Menurutnya, penurunan permukaan tanah itu juga diperparah dengan pembebanan yang semakin berat terhadap tanah, akibat pembangunan gedung-gedung tinggi dan eksploitasi air tanah.

Faktor ketiga, adanya kontribusi pemanasan global, yang menaikkan elevasi permukaan laut sekitar 5 mm/tahun. "Dalam dua bulan ini, Desember-Januari, kondisi banjir kawasan utara Jakarta khususnya, ditambah Banten, akan semakin parah," kata Profesor Oseanografi, yang memiliki nada suara tegas ini memprediksi.

Dia menerangkan, banjir yang lebih parah tersebut, kemungkinan besar terjadi sekitar tanggal 22 Desember 2007. Alasannya, untuk fase perigee, terjadi tanggal 19 Desember dan purnama tanggal 22 November.

Yang membuat dampak banjir akan semakin hebat karena diperkirakan hujan sudah mulai turun dengan intensitas yang cukup lebat. Jika hal ini berlangsung, praktis genangan air di kawasan utara Jakarta akan naik.

Perkiraan banjir terparah terjadi di bulan Januari 2008. Di mana kombinasi dan semua faktor itu bergabung, ditambah lagi dengan fenomena posisi bulan dan bumi akan mencapai titik terdekat dengan matahari (perihelion) pada tanggal 2 Januari. Pada kondisi ini, kata Dadang akan terjadi pasang maksimum yang paling tinggi.
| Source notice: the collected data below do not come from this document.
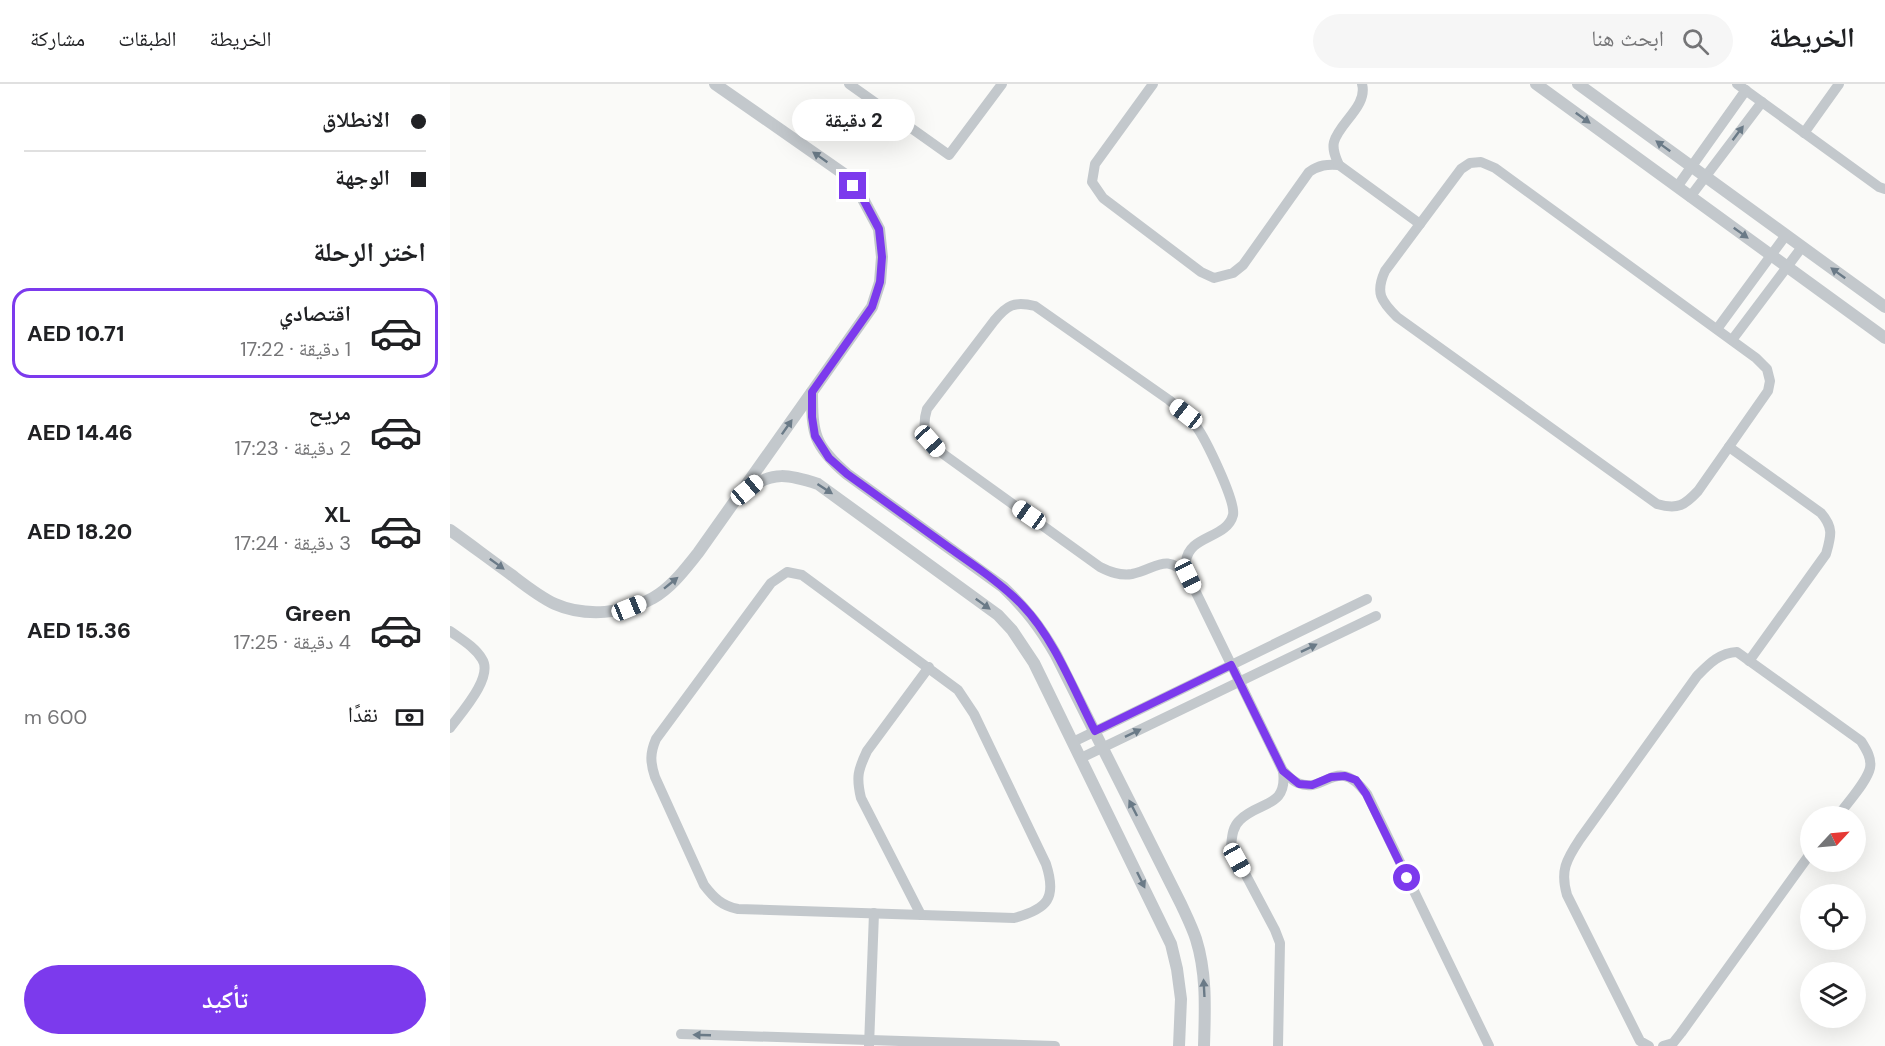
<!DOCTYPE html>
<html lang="ar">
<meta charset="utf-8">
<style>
:root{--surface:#fff;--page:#f6f6f6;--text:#202124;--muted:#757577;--line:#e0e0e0;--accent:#7c3aed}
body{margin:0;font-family:"DM Sans","Noto Naskh Arabic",sans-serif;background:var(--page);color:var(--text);direction:rtl;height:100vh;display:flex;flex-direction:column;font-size:22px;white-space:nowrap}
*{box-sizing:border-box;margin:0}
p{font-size:20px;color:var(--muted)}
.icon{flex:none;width:33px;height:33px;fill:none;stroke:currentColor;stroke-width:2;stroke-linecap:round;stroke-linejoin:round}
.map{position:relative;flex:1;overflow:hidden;direction:ltr}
.panel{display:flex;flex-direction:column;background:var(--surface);width:450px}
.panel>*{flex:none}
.hud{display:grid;align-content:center;height:132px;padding:0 24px;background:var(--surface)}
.needle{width:39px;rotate:64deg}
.fabs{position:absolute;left:1350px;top:722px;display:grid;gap:12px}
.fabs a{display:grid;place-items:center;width:66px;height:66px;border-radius:50%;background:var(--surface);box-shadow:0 6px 24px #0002;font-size:30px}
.end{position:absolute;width:27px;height:27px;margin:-14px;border:8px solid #7c3aed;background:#fff;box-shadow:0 0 0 3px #fff}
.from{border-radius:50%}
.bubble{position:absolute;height:42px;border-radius:21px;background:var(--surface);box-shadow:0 6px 24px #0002;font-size:20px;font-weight:800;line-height:42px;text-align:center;direction:rtl}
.car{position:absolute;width:18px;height:36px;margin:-18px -9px;border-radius:8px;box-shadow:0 0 4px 2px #0007;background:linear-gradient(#fff 24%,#345 0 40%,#fff 0 76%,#345 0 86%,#fff 0)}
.hud b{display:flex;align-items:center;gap:21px;height:57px;font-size:22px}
.hud b+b{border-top:2px solid var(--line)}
.hud i{width:15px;height:15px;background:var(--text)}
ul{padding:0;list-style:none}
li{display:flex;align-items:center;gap:18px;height:90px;margin:0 12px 9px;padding:0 12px;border:3px solid transparent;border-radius:18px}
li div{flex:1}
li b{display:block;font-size:22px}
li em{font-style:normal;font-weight:800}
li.current{border-color:var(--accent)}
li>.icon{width:54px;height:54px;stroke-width:1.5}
h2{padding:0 24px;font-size:27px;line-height:72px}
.pay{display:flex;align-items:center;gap:15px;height:66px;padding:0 24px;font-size:22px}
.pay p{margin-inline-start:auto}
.primary-button{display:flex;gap:12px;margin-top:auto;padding:12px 24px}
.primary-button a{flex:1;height:69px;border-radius:36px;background:var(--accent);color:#fff;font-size:24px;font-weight:800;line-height:69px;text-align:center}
header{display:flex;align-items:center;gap:36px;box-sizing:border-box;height:84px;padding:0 30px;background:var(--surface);border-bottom:2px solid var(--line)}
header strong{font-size:28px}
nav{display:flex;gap:33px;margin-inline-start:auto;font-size:21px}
.search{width:420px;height:54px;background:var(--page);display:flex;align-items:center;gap:15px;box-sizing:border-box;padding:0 21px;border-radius:33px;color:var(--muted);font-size:22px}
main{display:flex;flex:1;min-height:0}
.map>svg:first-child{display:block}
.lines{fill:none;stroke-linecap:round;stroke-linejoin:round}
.minor{stroke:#c3c8cc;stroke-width:10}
.tertiary{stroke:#c3c8cc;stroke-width:12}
.oneway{fill:#6a7a87}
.route{stroke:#7c3aed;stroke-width:8}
</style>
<header>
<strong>الخريطة</strong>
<div class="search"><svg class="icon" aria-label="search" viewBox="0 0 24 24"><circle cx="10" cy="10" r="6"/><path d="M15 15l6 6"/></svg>ابحث هنا</div>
<nav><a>الخريطة</a><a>الطبقات</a><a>مشاركة</a></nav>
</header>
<main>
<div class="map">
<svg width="1435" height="962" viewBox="0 0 1435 962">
<rect width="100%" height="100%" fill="#fafaf8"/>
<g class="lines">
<g class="minor">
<path d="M399 0 499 71 552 0"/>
<path d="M703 0 645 80 642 98 653 114 751 188 764 194 783 189 793 181 859 88C869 81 877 80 889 81"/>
<path d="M912 0C918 22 889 39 884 58 882 66 886 74 889 81L970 140"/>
<path d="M1287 0 1429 103 1435 105"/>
<path d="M1354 49 1389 0"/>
<path d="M1031 78 1045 84 1306 274 1317 285 1320 297 1318 307 1248 407C1235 421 1228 426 1207 420L947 233C931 217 925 209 935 187L1011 85 1020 79Z"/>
<path d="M1227 103 1296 6"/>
<path d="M1240 113 1312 18"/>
<path d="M1267 245 1336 151"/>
<path d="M1282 256 1352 163"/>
<path d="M1279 363 1371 429C1384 444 1381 452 1376 470L1299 577"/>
<path d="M337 488 352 491 508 606 524 630 596 780C607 814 598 825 564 834L288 825C272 822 264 814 254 801L205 693C200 678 200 669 206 655L321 499Z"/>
<path d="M738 492C737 487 736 482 736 478 738 451 777 455 783 431 786 417 755 354 746 342 738 332 729 324 719 316L585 222C564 217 557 221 544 237L477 325C471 345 476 353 489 367L650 483C660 488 670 492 682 490 707 485 715 468 738 492L833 687C838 724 809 717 790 736 782 743 782 754 781 763L825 846 830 859 828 962"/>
<path d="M0 547C11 555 25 563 32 575 44 593 11 629 0 644"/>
<path d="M623 658 917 515"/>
<path d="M631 674 926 532"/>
<path d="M833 687C838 691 842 697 848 699 876 711 886 669 917 710L1039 962"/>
<path d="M471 831 411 714C406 693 408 686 417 667L479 583"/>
<path d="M231 950 605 962"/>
<path d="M419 962 424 829"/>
<path d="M1199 962 1190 957 1117 811C1110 787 1116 776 1130 755L1247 592C1259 580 1269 569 1287 568L1411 657C1416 665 1422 674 1420 684 1417 698 1397 719 1388 732"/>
<path d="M1213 962 1223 959 1231 949 1360 770"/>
</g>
<g class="tertiary">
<path d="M1086 0 1435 254"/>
<path d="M1128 0 1435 223"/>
<path d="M362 308C362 350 364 362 397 390L553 503C576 525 590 543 606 571L731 820C736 831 742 843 746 855 757 890 755 926 754 962"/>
<path d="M298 406C322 386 340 391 368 400L548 531 562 546 584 579 721 860 727 885 731 915 729 962"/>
<path d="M0 446C21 461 42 477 63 492 76 502 90 513 105 520 134 533 176 530 203 514 222 503 235 485 248 469L422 223 430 198 432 173 429 145 412 113 394 90 265 0"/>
</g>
</g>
<defs><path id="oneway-solid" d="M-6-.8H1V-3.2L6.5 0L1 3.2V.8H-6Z" transform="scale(1.5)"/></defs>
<g class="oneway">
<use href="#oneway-solid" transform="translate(1133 34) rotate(36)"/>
<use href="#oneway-solid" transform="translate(1288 49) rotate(-53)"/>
<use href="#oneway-solid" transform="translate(1213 62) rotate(-144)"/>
<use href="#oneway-solid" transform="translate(370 73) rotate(-145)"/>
<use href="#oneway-solid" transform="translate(1291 149) rotate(36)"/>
<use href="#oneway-solid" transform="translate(1388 189) rotate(-144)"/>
<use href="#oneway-solid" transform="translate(337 343) rotate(-55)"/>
<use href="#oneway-solid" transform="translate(375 405) rotate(33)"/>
<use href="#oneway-solid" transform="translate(47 480) rotate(36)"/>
<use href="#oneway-solid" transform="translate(221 499) rotate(-39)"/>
<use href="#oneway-solid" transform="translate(533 520) rotate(36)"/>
<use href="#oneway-solid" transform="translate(859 564) rotate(-26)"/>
<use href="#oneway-solid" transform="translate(683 649) rotate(-26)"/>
<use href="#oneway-solid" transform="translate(683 724) rotate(-117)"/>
<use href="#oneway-solid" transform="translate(691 796) rotate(64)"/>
<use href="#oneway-solid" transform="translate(754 904) rotate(-93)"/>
<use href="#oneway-solid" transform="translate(252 951) rotate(-178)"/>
</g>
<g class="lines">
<path class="route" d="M403 102 412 113 429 145 432 173 430 198 422 223 362 308V333L365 352 379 374 397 390C432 415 466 440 501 465 525 482 551 499 572 521 604 554 624 606 645 647L781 581 833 687 849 700 862 701 881 693 895 692 906 696 916 710 957 794"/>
</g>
</svg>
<div class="fabs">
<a><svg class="needle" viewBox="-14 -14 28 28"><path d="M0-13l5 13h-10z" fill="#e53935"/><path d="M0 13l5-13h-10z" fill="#757577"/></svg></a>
<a><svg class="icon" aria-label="locate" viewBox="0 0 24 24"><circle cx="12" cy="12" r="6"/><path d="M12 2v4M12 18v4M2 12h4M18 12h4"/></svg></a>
<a><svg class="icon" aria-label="layers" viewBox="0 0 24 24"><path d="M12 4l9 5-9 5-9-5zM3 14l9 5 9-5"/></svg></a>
</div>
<i class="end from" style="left:957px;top:794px"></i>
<i class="end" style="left:403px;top:102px"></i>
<div class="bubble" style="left:342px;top:15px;width:123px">2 دقيقة</div>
<i class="car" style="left:736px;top:330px;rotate:308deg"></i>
<i class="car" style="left:480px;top:357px;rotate:138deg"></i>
<i class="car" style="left:297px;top:406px;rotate:50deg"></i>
<i class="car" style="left:579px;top:431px;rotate:305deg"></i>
<i class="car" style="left:738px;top:492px;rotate:154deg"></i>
<i class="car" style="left:179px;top:524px;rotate:68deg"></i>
<i class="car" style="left:787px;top:776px;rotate:151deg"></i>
</div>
<section class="panel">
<div class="hud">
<b><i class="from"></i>الانطلاق</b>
<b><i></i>الوجهة</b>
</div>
<h2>اختر الرحلة</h2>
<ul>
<li class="current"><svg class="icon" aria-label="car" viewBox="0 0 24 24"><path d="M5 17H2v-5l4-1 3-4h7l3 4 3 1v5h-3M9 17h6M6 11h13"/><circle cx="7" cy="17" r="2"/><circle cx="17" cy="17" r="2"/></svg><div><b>اقتصادي</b><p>1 دقيقة · 17:22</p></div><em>AED 10.71</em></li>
<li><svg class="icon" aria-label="car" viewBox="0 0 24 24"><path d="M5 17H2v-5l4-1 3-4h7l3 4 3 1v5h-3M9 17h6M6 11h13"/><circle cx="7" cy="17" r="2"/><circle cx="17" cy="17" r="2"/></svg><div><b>مريح</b><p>2 دقيقة · 17:23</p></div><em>AED 14.46</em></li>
<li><svg class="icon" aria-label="car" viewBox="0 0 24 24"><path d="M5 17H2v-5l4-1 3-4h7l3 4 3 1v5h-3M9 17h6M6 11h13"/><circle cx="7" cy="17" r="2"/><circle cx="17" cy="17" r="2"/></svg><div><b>XL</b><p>3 دقيقة · 17:24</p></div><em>AED 18.20</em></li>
<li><svg class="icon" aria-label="car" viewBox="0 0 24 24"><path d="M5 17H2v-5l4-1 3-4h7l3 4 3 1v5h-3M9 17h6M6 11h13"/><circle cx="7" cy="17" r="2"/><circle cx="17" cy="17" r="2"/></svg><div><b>Green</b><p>4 دقيقة · 17:25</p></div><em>AED 15.36</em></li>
</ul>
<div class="pay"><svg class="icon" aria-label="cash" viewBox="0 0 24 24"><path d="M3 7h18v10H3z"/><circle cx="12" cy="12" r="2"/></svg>نقدًا<p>600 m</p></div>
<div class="primary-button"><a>تأكيد</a></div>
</section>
</main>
"Jadi, semua faktor itu yang menyebabkan banjir rob di utara Jakarta kemarin. Bisa dibayangkan kalau hujan di bulan Desember dan Januari turun, maka banjirnya akan sangat besar. Yang paling parah, ya daerah utara karena terkena tidak dampak banjir, yakni banjir kiriman dari hulu, banjir lokal akibat curah hujan, dan banjir rob," katanya.

Prediksi banjir rob yang akan semakin besar, setidaknya bisa dilihat dari pernyataan Kepala Stasiun Badan Meteorologi dan Geofisika (BMG) Tanjung Priok, Ponco Nugroho. Menurut Ponco, air pasang yang terjadi baru di kawasan utara Jakarta, yang mengakibatkan tergenangnya sejumlah kawasan perumahan dan jalan tol bandara, dinilai tidak seperti biasanya. Dalam catatan BMG Tanjung Priok, air pasang yang terjadi Senin (26/11) siang tersebut setinggi 1,7 meter atau le- bih tinggi 20 sentimeter dibanding tahun-tahun sebelumnya.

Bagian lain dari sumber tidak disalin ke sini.